• Work item:
Each entry in the material below should be copied without any alteration.

• Provided records:
┄┄┄┄┄┄

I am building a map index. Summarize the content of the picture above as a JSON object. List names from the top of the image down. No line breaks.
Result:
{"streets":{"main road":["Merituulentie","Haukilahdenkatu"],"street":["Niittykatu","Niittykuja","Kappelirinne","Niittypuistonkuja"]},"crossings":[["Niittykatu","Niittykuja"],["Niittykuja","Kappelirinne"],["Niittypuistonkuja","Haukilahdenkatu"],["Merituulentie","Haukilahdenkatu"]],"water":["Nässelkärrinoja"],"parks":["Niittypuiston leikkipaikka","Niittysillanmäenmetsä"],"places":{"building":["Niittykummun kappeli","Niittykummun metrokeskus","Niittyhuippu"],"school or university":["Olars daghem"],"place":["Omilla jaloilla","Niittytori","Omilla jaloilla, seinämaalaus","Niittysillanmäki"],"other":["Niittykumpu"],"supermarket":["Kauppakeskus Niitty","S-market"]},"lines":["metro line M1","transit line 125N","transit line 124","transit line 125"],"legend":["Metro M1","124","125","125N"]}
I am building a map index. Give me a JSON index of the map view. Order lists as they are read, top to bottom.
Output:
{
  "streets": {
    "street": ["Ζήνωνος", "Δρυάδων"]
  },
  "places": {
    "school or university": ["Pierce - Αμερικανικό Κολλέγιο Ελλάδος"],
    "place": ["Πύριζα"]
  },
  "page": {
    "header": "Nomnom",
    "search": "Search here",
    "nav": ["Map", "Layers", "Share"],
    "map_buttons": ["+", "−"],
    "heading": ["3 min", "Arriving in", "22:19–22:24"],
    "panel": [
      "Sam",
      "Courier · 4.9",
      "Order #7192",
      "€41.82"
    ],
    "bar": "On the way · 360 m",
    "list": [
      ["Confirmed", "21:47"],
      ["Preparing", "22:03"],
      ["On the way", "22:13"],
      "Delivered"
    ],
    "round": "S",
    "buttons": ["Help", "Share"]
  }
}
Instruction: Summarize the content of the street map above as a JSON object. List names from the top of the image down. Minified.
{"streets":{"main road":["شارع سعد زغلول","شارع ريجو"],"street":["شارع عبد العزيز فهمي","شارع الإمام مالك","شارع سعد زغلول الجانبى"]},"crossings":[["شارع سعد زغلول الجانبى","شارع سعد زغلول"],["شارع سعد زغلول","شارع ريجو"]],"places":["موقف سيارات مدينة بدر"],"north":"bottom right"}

┄┄┄┄┄┄

• Exercise solution:
I am building a map index. Summarize the content of the picture above as a JSON object. List names from the top of the image down. No line breaks.
Result:
{"streets":{"main road":["Merituulentie","Haukilahdenkatu"],"street":["Niittykatu","Niittykuja","Kappelirinne","Niittypuistonkuja"]},"crossings":[["Niittykatu","Niittykuja"],["Niittykuja","Kappelirinne"],["Niittypuistonkuja","Haukilahdenkatu"],["Merituulentie","Haukilahdenkatu"]],"water":["Nässelkärrinoja"],"parks":["Niittypuiston leikkipaikka","Niittysillanmäenmetsä"],"places":{"building":["Niittykummun kappeli","Niittykummun metrokeskus","Niittyhuippu"],"school or university":["Olars daghem"],"place":["Omilla jaloilla","Niittytori","Omilla jaloilla, seinämaalaus","Niittysillanmäki"],"other":["Niittykumpu"],"supermarket":["Kauppakeskus Niitty","S-market"]},"lines":["metro line M1","transit line 125N","transit line 124","transit line 125"],"legend":["Metro M1","124","125","125N"]}
I am building a map index. Give me a JSON index of the map view. Order lists as they are read, top to bottom.
Output:
{
  "streets": {
    "street": ["Ζήνωνος", "Δρυάδων"]
  },
  "places": {
    "school or university": ["Pierce - Αμερικανικό Κολλέγιο Ελλάδος"],
    "place": ["Πύριζα"]
  },
  "page": {
    "header": "Nomnom",
    "search": "Search here",
    "nav": ["Map", "Layers", "Share"],
    "map_buttons": ["+", "−"],
    "heading": ["3 min", "Arriving in", "22:19–22:24"],
    "panel": [
      "Sam",
      "Courier · 4.9",
      "Order #7192",
      "€41.82"
    ],
    "bar": "On the way · 360 m",
    "list": [
      ["Confirmed", "21:47"],
      ["Preparing", "22:03"],
      ["On the way", "22:13"],
      "Delivered"
    ],
    "round": "S",
    "buttons": ["Help", "Share"]
  }
}
Instruction: Summarize the content of the street map above as a JSON object. List names from the top of the image down. Minified.
{"streets":{"main road":["شارع سعد زغلول","شارع ريجو"],"street":["شارع عبد العزيز فهمي","شارع الإمام مالك","شارع سعد زغلول الجانبى"]},"crossings":[["شارع سعد زغلول الجانبى","شارع سعد زغلول"],["شارع سعد زغلول","شارع ريجو"]],"places":["موقف سيارات مدينة بدر"],"north":"bottom right"}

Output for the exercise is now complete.